━━━━━ Records for this exercise ━━━━━
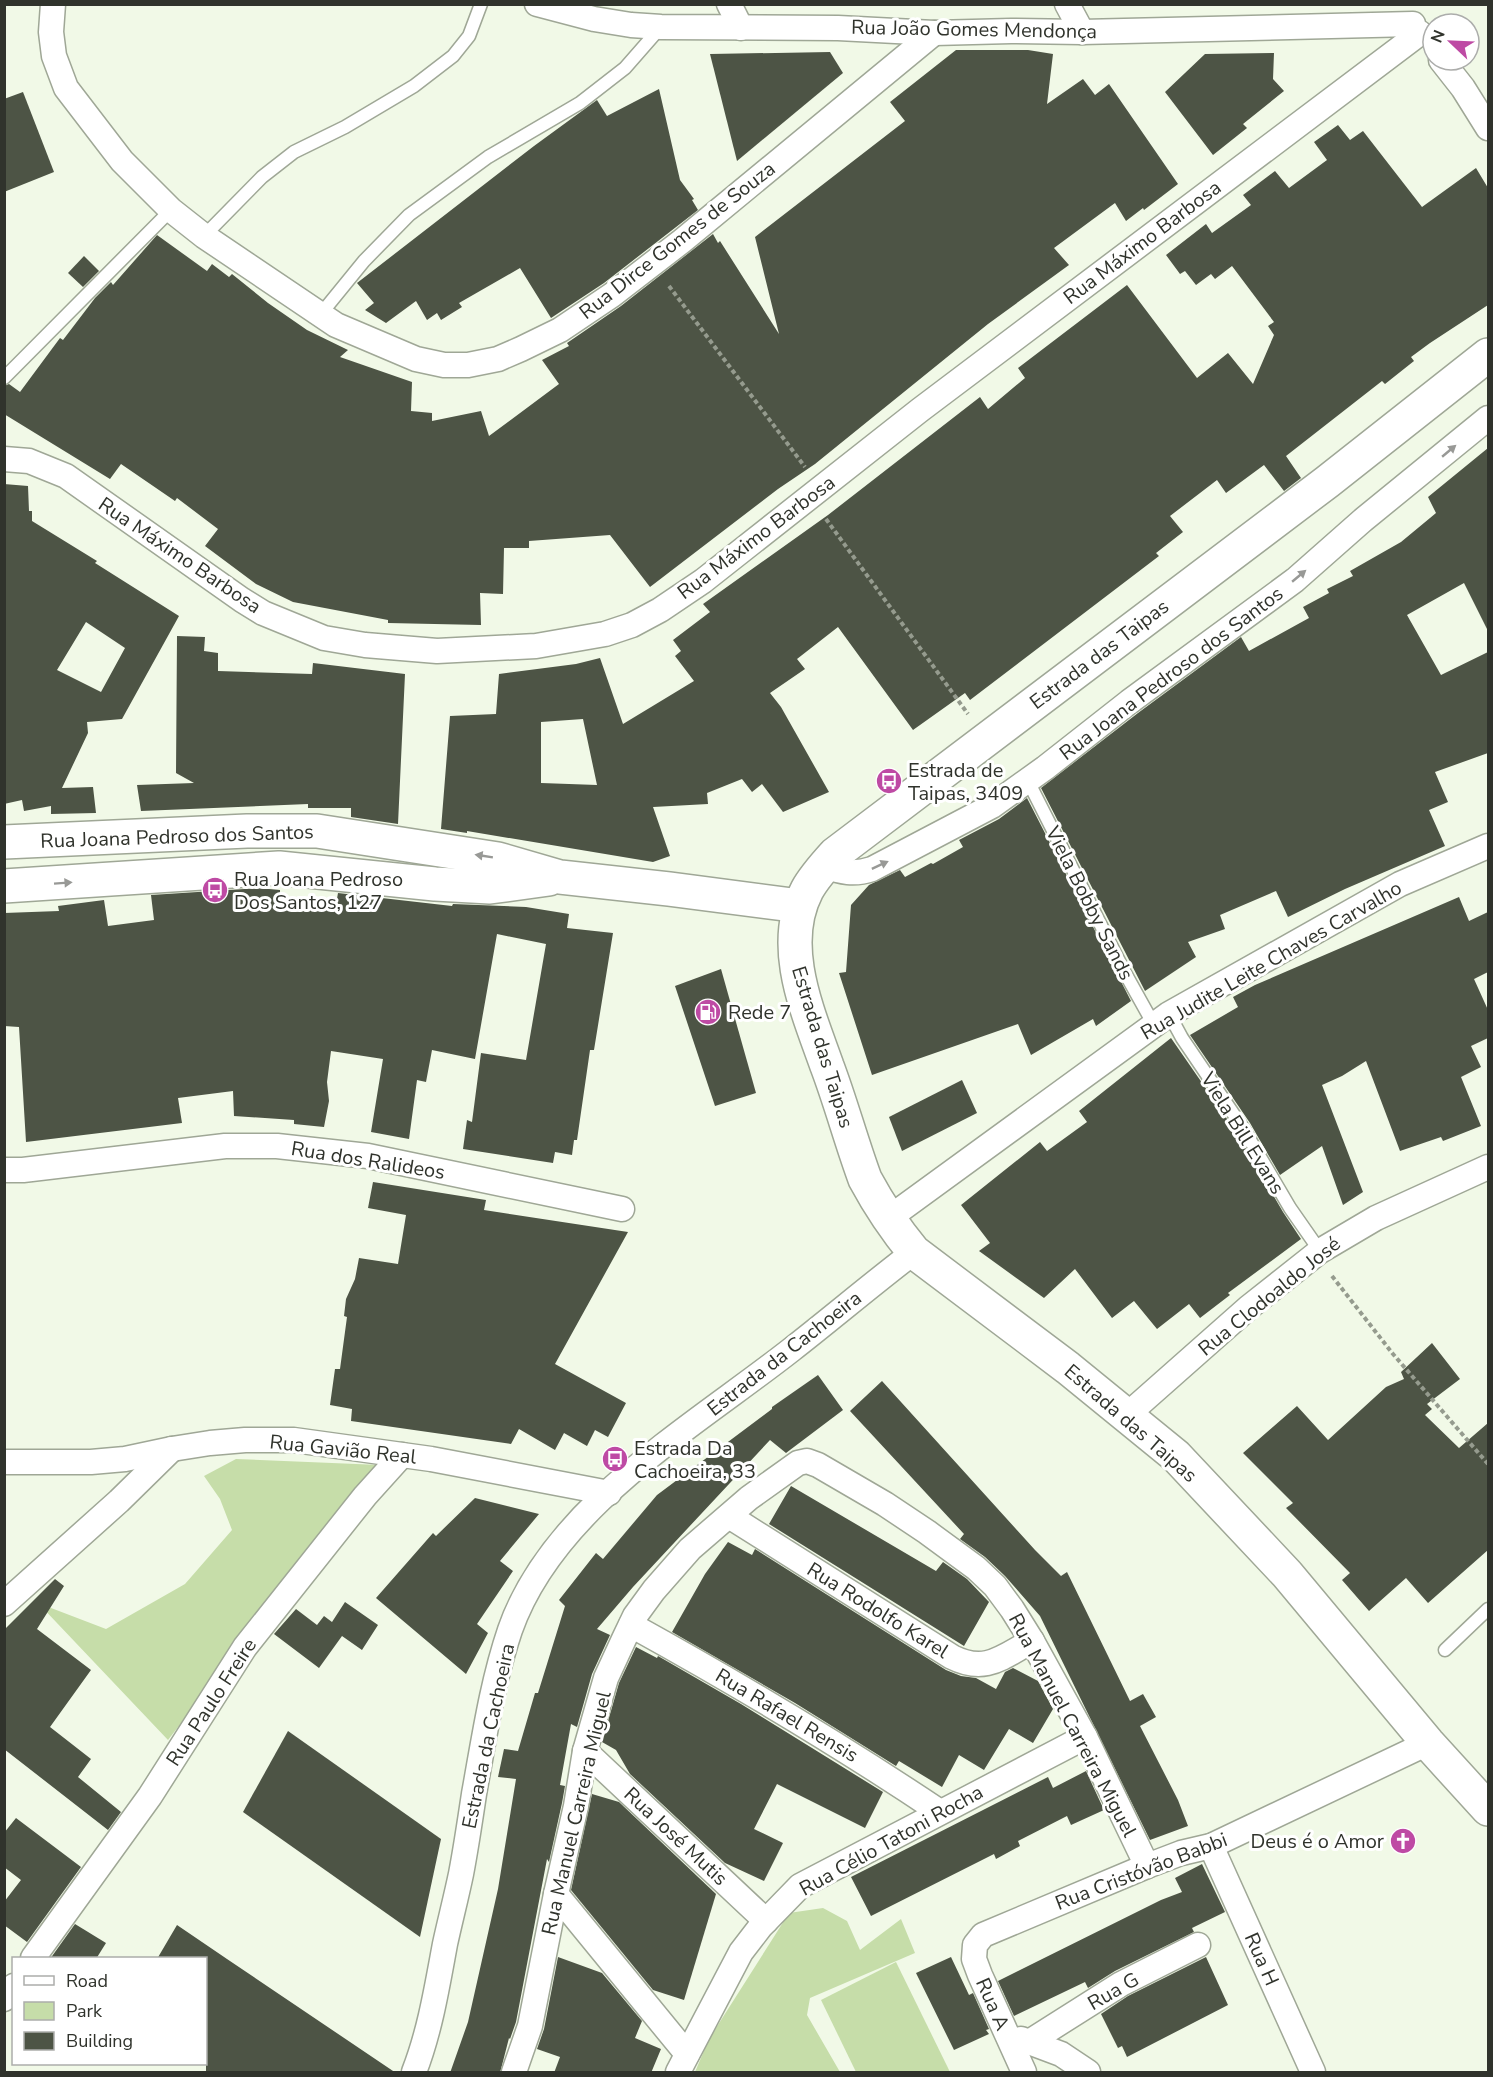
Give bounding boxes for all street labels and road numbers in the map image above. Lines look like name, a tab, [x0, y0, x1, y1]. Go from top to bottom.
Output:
street label: Rua João Gomes Mendonça	[851, 14, 1097, 45]
street label: Rua Dirce Gomes de Souza	[574, 155, 781, 325]
street label: Rua Máximo Barbosa	[1058, 174, 1227, 311]
street label: Rua Máximo Barbosa	[672, 469, 841, 606]
street label: Rua Máximo Barbosa	[93, 491, 266, 620]
street label: Rua Joana Pedroso dos Santos	[1054, 580, 1289, 767]
street label: Estrada das Taipas	[1024, 593, 1174, 716]
street label: Rua Joana Pedroso dos Santos	[40, 818, 314, 855]
street label: Viela Bobby Sands	[1039, 821, 1140, 985]
street label: Rua Judite Leite Chaves Carvalho	[1136, 874, 1407, 1046]
street label: Estrada das Taipas	[785, 963, 860, 1131]
street label: Viela Bill Evans	[1194, 1066, 1291, 1199]
street label: Rua dos Ralideos	[289, 1135, 447, 1186]
street label: Rua Clodoaldo José	[1193, 1231, 1346, 1362]
street label: Estrada da Cachoeira	[702, 1285, 867, 1422]
street label: Estrada das Taipas	[1059, 1358, 1203, 1489]
street label: Rua Gavião Real	[268, 1428, 418, 1471]
street label: Rua Rodolfo Karel	[802, 1556, 954, 1665]
street label: Rua Manuel Carreira Miguel	[1002, 1609, 1143, 1842]
street label: Rua Paulo Freire	[160, 1633, 263, 1771]
street label: Estrada da Cachoeira	[456, 1641, 521, 1831]
street label: Rua Rafael Rensis	[710, 1662, 863, 1769]
street label: Rua Manuel Carreira Miguel	[535, 1688, 618, 1938]
street label: Rua Célio Tatoni Rocha	[794, 1779, 988, 1902]
street label: Rua José Mutis	[618, 1781, 733, 1892]
street label: Rua Cristóvão Babbi	[1051, 1826, 1231, 1917]
street label: Rua H	[1238, 1928, 1285, 1990]
street label: Rua G	[1083, 1966, 1144, 2017]
street label: Rua A	[969, 1974, 1016, 2035]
━━━━━
_Problem requirements_. Nothing but the listing, copied exactly and stripped of its images, should appear in the response.

_Answer space_.
Give bounding boxes for all street labels and road numbers in the map image above. Lines look like name, a tab, [x0, y0, x1, y1]. Go from top to bottom.
Output:
street label: Rua João Gomes Mendonça	[851, 14, 1097, 45]
street label: Rua Dirce Gomes de Souza	[574, 155, 781, 325]
street label: Rua Máximo Barbosa	[1058, 174, 1227, 311]
street label: Rua Máximo Barbosa	[672, 469, 841, 606]
street label: Rua Máximo Barbosa	[93, 491, 266, 620]
street label: Rua Joana Pedroso dos Santos	[1054, 580, 1289, 767]
street label: Estrada das Taipas	[1024, 593, 1174, 716]
street label: Rua Joana Pedroso dos Santos	[40, 818, 314, 855]
street label: Viela Bobby Sands	[1039, 821, 1140, 985]
street label: Rua Judite Leite Chaves Carvalho	[1136, 874, 1407, 1046]
street label: Estrada das Taipas	[785, 963, 860, 1131]
street label: Viela Bill Evans	[1194, 1066, 1291, 1199]
street label: Rua dos Ralideos	[289, 1135, 447, 1186]
street label: Rua Clodoaldo José	[1193, 1231, 1346, 1362]
street label: Estrada da Cachoeira	[702, 1285, 867, 1422]
street label: Estrada das Taipas	[1059, 1358, 1203, 1489]
street label: Rua Gavião Real	[268, 1428, 418, 1471]
street label: Rua Rodolfo Karel	[802, 1556, 954, 1665]
street label: Rua Manuel Carreira Miguel	[1002, 1609, 1143, 1842]
street label: Rua Paulo Freire	[160, 1633, 263, 1771]
street label: Estrada da Cachoeira	[456, 1641, 521, 1831]
street label: Rua Rafael Rensis	[710, 1662, 863, 1769]
street label: Rua Manuel Carreira Miguel	[535, 1688, 618, 1938]
street label: Rua Célio Tatoni Rocha	[794, 1779, 988, 1902]
street label: Rua José Mutis	[618, 1781, 733, 1892]
street label: Rua Cristóvão Babbi	[1051, 1826, 1231, 1917]
street label: Rua H	[1238, 1928, 1285, 1990]
street label: Rua G	[1083, 1966, 1144, 2017]
street label: Rua A	[969, 1974, 1016, 2035]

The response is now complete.